Researchers have demonstrated that women likely to develop a dangerous vascular condition late in their pregnancies have measurable diminished levels of a protein critical to placental growth more than a month before they develop symptoms.
The research, described today in the Journal of the American Medical Association, offers the prospect that pregnant women can soon be routinely screened for the condition, called preeclampsia, which develops in about 5 percent of all pregnancies and affects about 200,000 women in the United States each year. In less developed nations, the condition is a leading cause of maternal and infant death.
The disease is marked by a narrowing of blood vessels that supply the placenta, high blood pressure and water buildup in cells and tissues. In some women, the condition becomes more extreme, advancing to eclampsia, which brings about a series of potentially fatal seizures and coma. While the seizures and high blood pressure can be treated, the only cure for preeclampsia is delivery of the baby.
Even if the condition doesn't result in seizures, many infants born to women with preeclampsia are born prematurely or, if full term, are extremely small. This puts them at increased risk for complications that include blindness, cerebral palsy or mental retardation.
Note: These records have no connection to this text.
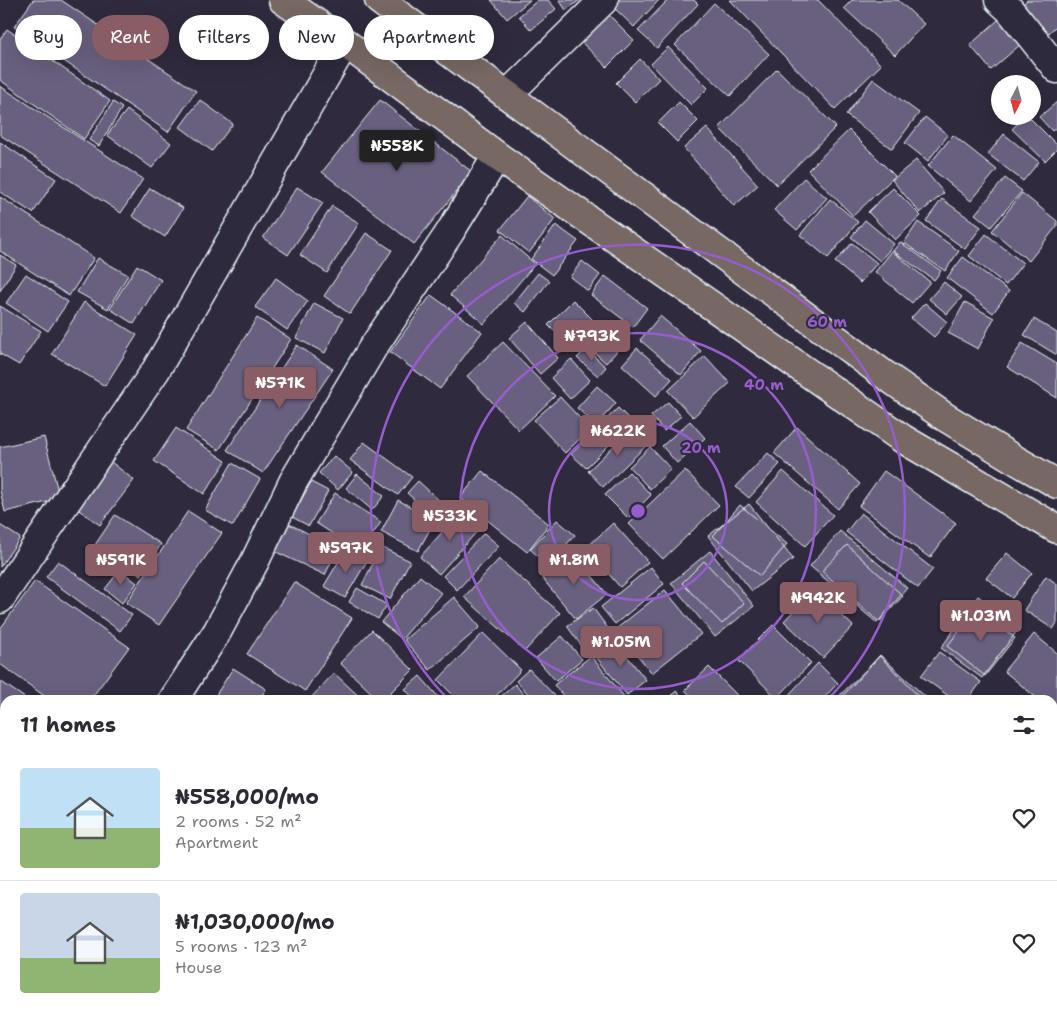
<!DOCTYPE html>
<html lang="en">
<head>
<meta charset="utf-8">
<style>
	body { margin:0; font-family:"Shantell Sans",sans-serif; background:#f2f2f3; color:#2b2b33; height:100vh; display:flex; flex-direction:column; font-size:19px; white-space:nowrap }
	* { box-sizing:border-box; margin:0 }
	p { font-size:16px; color:#7c7c81 }
	.icon { flex:none; width:28px; height:28px; fill:none; stroke:currentColor; stroke-width:2; stroke-linecap:round; stroke-linejoin:round }
	.map { position:relative; flex:1; overflow:hidden }
	.sheet { position:absolute; left:0px; top:695px; width:1058px; height:321px; display:flex; flex-direction:column; background:#fff; border-radius:15px 15px 0 0; box-shadow:0 5px 20px #0002 }
	.sheet>* { flex:none }
	.hud { position:absolute; left:15px; top:15px; width:500px; height:45px; display:flex; gap:10px }
	.needle { width:32px; rotate:186deg }
	.fabs { position:absolute; left:991px; top:75px; display:grid; gap:10px }
	.fabs a { display:grid; place-items:center; width:50px; height:50px; border-radius:50%; background:#fff; box-shadow:0 5px 20px #0002; font-size:25px }
	.price { position:absolute; translate:-50% -42px; padding:0 11px; border-radius:5px; background:#8a5d65; color:#fff; font-size:16px; line-height:32px; filter:drop-shadow(0 1px 2px #0008) }
	.price::after { content:''; position:absolute; left:50%; top:30px; width:15px; height:11px; margin-left:-8px; background:inherit; clip-path:polygon(0 0,100% 0,50% 100%) }
	.price.active { background:#222; color:#fff }
	ul { padding:0; list-style:none }
	li { display:flex; align-items:center; gap:15px; height:125px; padding:0 20px }
	li+li { border-top:1px solid #e1e1e2 }
	li span { display:grid; place-items:center; flex:none; width:140px; height:100px; border-radius:5px; color:#555 }
	li>.icon { margin-inline-start:auto }
	span .icon { width:60px; height:60px; fill:#fffc; stroke-width:1 }
	li b { font-size:21px }
	h2 { display:flex; justify-content:space-between; align-items:center; height:60px; padding:0 20px; font-size:21px }
	.pill { padding:0 18px; border-radius:22px; background:#fff; box-shadow:0 5px 20px #0002; font-size:18px; line-height:45px }
	.pill.active { background:#8a5d65; color:#fff }
	.map>svg:first-child { display:block }
</style>
</head>
<body>
<div class="map">
<svg width="1057" height="1016" viewBox="0 0 1057 1016">
	<rect width="100%" height="100%" fill="#2f2a3d"/>
	<filter id="ink" filterUnits="userSpaceOnUse"><feTurbulence type="fractalNoise" baseFrequency=".02" numOctaves="2"/><feDisplacementMap in="SourceGraphic" scale="10" xChannelSelector="R" yChannelSelector="G"/><feConvolveMatrix kernelMatrix="1 2 1 2 8 2 1 2 1" color-interpolation-filters="sRGB"/></filter>
	<g filter="url(#ink)">
		<path fill="#69617f" stroke="#e8f1f8" d="M33 0H61L196 91 168 132 14 27Z
			M491 0H530L507 19Z
			M538 0H548L556 9 531 30 519 16Z
			M559 0H580L566 10Z
			M611 0H659L634 27 609 3Z
			M668 0H694L698 4 657 48 638 31Z
			M730 0H818L881 65 835 109Z
			M852 0H898L924 24 895 55 844 8Z
			M1027 0H1057V25L1049 33 1021 6Z
			M714 3 769 54 730 96 675 45Z
			M604 10 634 40 607 67 576 37Z
			M1007 12 1029 37 991 70 970 45Z
			M7 29 110 101 84 139 0 80V39Z
			M668 47 708 88 691 105 651 64Z
			M640 59 659 79 635 102 616 83Z
			M777 69 836 127 777 185 719 128Z
			M873 79 919 113 892 149 846 115Z
			M0 86 143 179 121 213 0 135Z
			M200 100 233 124 212 151 180 127Z
			M380 100 472 172 414 244 322 172Z
			M113 102 122 108 99 146 89 140Z
			M679 102 698 121 677 142 658 123Z
			M1057 102V127L1052 131 1039 117Z
			M127 110 171 143 152 168 107 135Z
			M1025 116H1028L1057 145V149L1045 161 1012 129Z
			M925 117 948 135 928 161 905 143Z
			M707 128 758 185 734 206 684 148Z
			M849 130 895 176 853 216 808 170Z
			M1004 134 1039 162 1023 181 988 154Z
			M953 135 997 170 971 201 928 166Z
			M0 142 56 179 33 213 0 192Z
			M916 160 944 193 920 213 892 180Z
			M804 178 827 198 797 230 774 210Z
			M1005 178 1022 191 991 227 975 214Z
			M297 187 323 203 288 255 263 238Z
			M150 188 183 208 165 237 132 216Z
			M893 188 921 216 895 240 868 212Z
			M1022 193 1057 221V226L1029 261 992 231Z
			M527 196 555 219 529 253 500 230Z
			M0 197 94 258 69 296 0 251Z
			M830 199 858 222 828 258 800 235Z
			M942 199 981 227 965 249 926 221Z
			M332 206 359 223 327 273 300 255Z
			M865 220 894 244 880 261 851 237Z
			M918 222 959 251 945 271 904 243Z
			M556 225 578 241 552 275 531 259Z
			M366 233 392 250 350 314 324 296Z
			M986 234 1023 263 1006 285 969 256Z
			M502 235 535 264 484 324 450 295Z
			M900 242 941 271 934 280 893 251Z
			M852 243 877 263 860 283 835 262Z
			M892 251 930 282 912 303 875 272Z
			M0 255 16 265 0 291Z
			M963 257 1009 291 993 313 947 278Z
			M98 258 128 275 108 309 77 292Z
			M582 261 600 275 588 291 570 277Z
			M137 265 161 280 134 324 110 309Z
			M538 273 549 281 525 312 514 303Z
			M26 274 68 302 48 331 6 303Z
			M605 276 647 308 633 327 591 295Z
			M276 278 308 301 287 330 255 307Z
			M944 282 962 297 947 314 929 299Z
			M431 295 482 332 440 389 390 352Z
			M573 300 600 327 576 352 548 325Z
			M84 302 137 335 105 386 52 354Z
			M965 302 994 318 978 349 948 333Z
			M314 303 343 318 325 353 296 338Z
			M925 303 947 322 934 337 911 318Z
			M0 306 41 331 19 365 0 354Z
			M660 316 701 351 681 375 640 340Z
			M257 318 291 339 219 450 186 430Z
			M1034 319 1057 333V355L1024 335Z
			M527 322 558 358 540 374 509 338Z
			M608 323 627 340 606 363 587 346Z
			M503 342 555 396 519 430 467 376Z
			M1022 343 1057 364V398L1007 367Z
			M297 345 333 369 263 473 227 450Z
			M637 348 672 379 656 396 622 365Z
			M586 349 606 367 598 376 577 358Z
			M705 356 730 383 693 417 668 391Z
			M571 359 590 380 570 399 551 378Z
			M597 386 616 403 596 425 577 408Z
			M560 397 590 429 565 453 534 420Z
			M668 402 681 416 664 431 651 416Z
			M618 408 632 422 586 468 571 454Z
			M690 421 705 438 677 463 662 446Z
			M633 427 649 443 603 487 588 471Z
			M797 427 860 484 838 509 774 453Z
			M176 428 226 461 204 494 154 461Z
			M44 437 60 499 5 512 0 490V447Z
			M364 442 412 477 398 495 350 460Z
			M650 447 671 469 650 489 629 467Z
			M768 453 780 464 749 498 736 487Z
			M334 456 353 472 338 490 319 473Z
			M111 462 134 480 100 525 76 508Z
			M232 463 260 479 233 526 205 510Z
			M685 470 719 505 663 559 629 524Z
			M482 471 549 524 527 552 460 498Z
			M783 471 833 515 805 546 756 502Z
			M884 471 956 523 930 558 859 506Z
			M629 472 651 495 628 518 605 495Z
			M357 474 384 496 372 510 346 488Z
			M418 481 442 503 431 515 407 493Z
			M311 482 328 491 309 526 292 517Z
			M335 493 381 522 361 552 316 523Z
			M398 500 435 520 418 551 381 532Z
			M749 504 793 559 752 591 708 536Z
			M740 505 787 544 760 576 713 536Z
			M188 511 222 533 159 625 126 603Z
			M461 511 480 528 439 574 420 557Z
			M861 513 933 569 918 588 846 532Z
			M115 515 161 544 141 575 95 545Z
			M557 520 575 535 548 565 530 549Z
			M287 523 338 548 325 575 274 551Z
			M613 523 648 562 620 587 586 548Z
			M0 525 20 538 0 567Z
			M840 531 907 588 877 623 810 566Z
			M484 533 499 546 457 590 443 576Z
			M847 545 903 596 879 622 822 571Z
			M381 547 410 561 390 599 362 585Z
			M346 549 367 561 345 598 324 586Z
			M710 551 754 606 715 637 671 583Z
			M573 553 607 594 576 619 542 578Z
			M1007 553 1032 573 1012 598 986 578Z
			M499 559 560 613 525 651 464 597Z
			M58 561 132 615 120 631 46 577Z
			M704 561 744 603 722 624 682 583Z
			M651 567 664 584 615 624 601 607Z
			M120 570 137 583 122 603 105 589Z
			M420 576 441 593 402 639 381 622Z
			M1046 576 1057 584V623L1053 629 1024 610Z
			M35 581 129 647 90 700H50L0 664V629Z
			M294 582 352 618 305 691 247 654Z
			M357 588 387 605 378 619 349 602Z
			M814 589 853 626 823 658 784 621Z
			M665 590 701 634 652 673 616 629Z
			M978 596 1020 627 982 678 941 648Z
			M454 597 480 627 430 670 404 640Z
			M593 608 612 634 586 652 567 626Z
			M978 609 1015 638 985 676 947 646Z
			M773 625 811 663 777 698 738 660Z
			M372 630 413 670 383 700H379L340 663Z
			M483 633 521 670 492 700H458L438 680Z
			M1034 634 1057 653V715L1052 711V700H1039L1004 671Z
			M562 636 582 659 556 681 536 658Z
			M615 641 646 680 627 695 596 657Z
			M939 652 981 682 968 700H954L921 676Z
			M880 655 929 700H839Z
			M591 656 626 699 625 700H567L554 685Z
			M880 656 922 700H835Z
			M818 663 838 683 822 700H786L785 699Z
			M709 667 742 700H695L685 690Z
			M233 668 266 689 259 700H218L214 698Z
			M529 669 555 696 551 700H534L516 681Z
			M334 673 363 700H309Z
			M420 676 441 700H415L405 689Z
			M0 681 28 700H5V747L0 744Z
			M515 684 528 700H497Z
			M676 691 685 700H667Z
			M1055 717 1057 718V748L1052 745V721Z
			M0 767 5 770V821L0 818Z
			M1052 815 1057 820V865L1052 869Z
			M0 827 5 831V855L1 859 0 858Z
			M1057 870V943L1052 945V872Z
			M5 926V953L0 957V929Z
			M1057 1002V1016H1046L1044 1011H1052V1004Z
			M52 1011H92L86 1016H56Z
			M193 1011H212L216 1016H187Z
			M220 1011H242L237 1016H225Z
			M253 1011H282L286 1016H247Z
			M393 1011H422L415 1016H396Z
			M442 1011H469L472 1016H435Z
			M495 1011H515L519 1016H488Z
			M533 1011H565L559 1016H537Z
			M604 1011H656L660 1016H605L603 1012Z
			M884 1011H915L905 1016H887Z
			M923 1011H937L939 1016H913Z
			M998 1011H1023L1025 1016H985Z"/>
		<g fill="none" stroke-linecap="round" stroke-linejoin="round">
			<defs>
				<path id="minor" d="M999 0 1009 9 1057 69
					M507 95 604 0
					M0 599 156 370 345 43
					M173 700 217 632 255 561 293 482 372 349 450 232 497 156
					M0 759 5 762
					M0 903 5 898
					M341 1011 351 1016
					M774 1016 775 1011"/>
				<path id="highway" d="M283 0 345 43 497 156 903 439 1057 529
					M379 0 882 373 945 417 1014 459 1057 484"/>
			</defs>
			<use href="#minor" stroke="#e8f1f8" stroke-width="31"/>
			<use href="#highway" stroke="#e8f1f8" stroke-width="31"/>
			<use href="#minor" stroke="#2f2a3d" stroke-width="28"/>
			<use href="#highway" stroke="#776864" stroke-width="28"/>
		</g>
	</g>
	<g fill="none" stroke="#965dcd" stroke-width="2.5">
		<circle cx="638" cy="511" r="89"/>
		<circle cx="638" cy="511" r="178"/>
		<path d="M449 700A267 267 0 1 1 827 700"/>
	</g>
	<circle cx="638" cy="511" r="8" fill="#965dcd" stroke="#2f2a3d" stroke-width="2.5"/>
	<g font-size="15" text-anchor="middle" font-weight="bold" fill="#965dcd" stroke="#2f2a3d" stroke-width="4" stroke-linejoin="round" paint-order="stroke">
		<text x="827" y="327">60 m</text>
		<text x="764" y="390">40 m</text>
		<text x="701" y="453">20 m</text>
	</g>
</svg>
<div class="fabs">
<a><svg class="needle" viewBox="-14 -14 28 28"><path d="M0-13l5 13h-10z" fill="#e53935"/><path d="M0 13l5-13h-10z" fill="#7c7c81"/></svg></a>
</div>
<b class="price active" style="left:397px;top:172px">₦558K</b>
<b class="price" style="left:592px;top:362px">₦793K</b>
<b class="price" style="left:280px;top:409px">₦571K</b>
<b class="price" style="left:618px;top:457px">₦622K</b>
<b class="price" style="left:450px;top:542px">₦533K</b>
<b class="price" style="left:346px;top:574px">₦597K</b>
<b class="price" style="left:121px;top:586px">₦591K</b>
<b class="price" style="left:574px;top:586px">₦1.8M</b>
<b class="price" style="left:818px;top:624px">₦942K</b>
<b class="price" style="left:981px;top:642px">₦1.03M</b>
<b class="price" style="left:621px;top:668px">₦1.05M</b>
<div class="hud">
<a class="pill">Buy</a>
<a class="pill active">Rent</a>
<a class="pill">Filters</a>
<a class="pill">New</a>
<a class="pill">Apartment</a>
</div>
<section class="sheet">
<h2>11 homes<svg class="icon" aria-label="filters" viewBox="0 0 24 24"><path d="M4 7h16M4 17h16"/><circle cx="9" cy="7" r="2"/><circle cx="15" cy="17" r="2"/></svg></h2>
<ul>
<li><span style="background:linear-gradient(#bfe0f5 60%,#8fb573 0)"><svg class="icon" aria-label="home" viewBox="0 0 24 24"><path d="M3 11l9-7 9 7M6 9v11h12V9"/></svg></span><div><b>₦558,000/mo</b><p>2 rooms · 52 m²</p><p>Apartment</p></div><svg class="icon" aria-label="heart" viewBox="0 0 24 24"><path d="M12 20l-8-8c-3-5 5-10 8-4 3-6 11-1 8 4z"/></svg></li>
<li><span style="background:linear-gradient(#c9d6e8 65%,#8fb573 0)"><svg class="icon" aria-label="home" viewBox="0 0 24 24"><path d="M3 11l9-7 9 7M6 9v11h12V9"/></svg></span><div><b>₦1,030,000/mo</b><p>5 rooms · 123 m²</p><p>House</p></div><svg class="icon" aria-label="heart" viewBox="0 0 24 24"><path d="M12 20l-8-8c-3-5 5-10 8-4 3-6 11-1 8 4z"/></svg></li>
</ul>
</section>
</div>
</body>
</html>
Some women, like those who already have high blood pressure or are carrying more than one baby, are known to be at high risk for the condition. But for most, the only way to detect it is through regular monitoring of blood pressure throughout the pregnancy and testing for abnormal protein levels in the urine during the last three months.
"By the time a rise in blood pressure has been detected, it may already be too late, as the condition can very rapidly spiral out of control," said Dr. Ananth Karumanchi, a kidney specialist at Beth Israel Deaconess Medical Center in Boston and lead author of the study.
"This finding sets the stage for development of a test to screen women for high risk of preeclampsia," said Dr. Duane Alexander, director of the National Institute of Child Health and Human Development, which sponsored the study and had several researchers involved in the project.
Using archived urine specimens collected by NICHD over the course of pregnancy, the researchers looked at levels of placental growth factor in 118 women who did not develop preeclampsia and 120 women who did. Among the latter group, low levels of the protein were apparent beginning in the 25th week of pregnancy.
"A simple urine test could help predict the onset of this disease one to two months before the onset of clinical symptoms, and that could make a tremendous difference in outcomes for patients, in particular women who have limited access to specialized medical care," Dr. Karumanchi said.
While a urine screening test would likely be fairly inexpensive compared to blood-protein tests that are now done later in pregnancy, Dr. Richard Levine of the NICHD noted that a few of the 118 women who did not develop preeclampsia also had low levels of the protein, and thus a confirming blood test for another protein thought to play a role in the disease might be needed.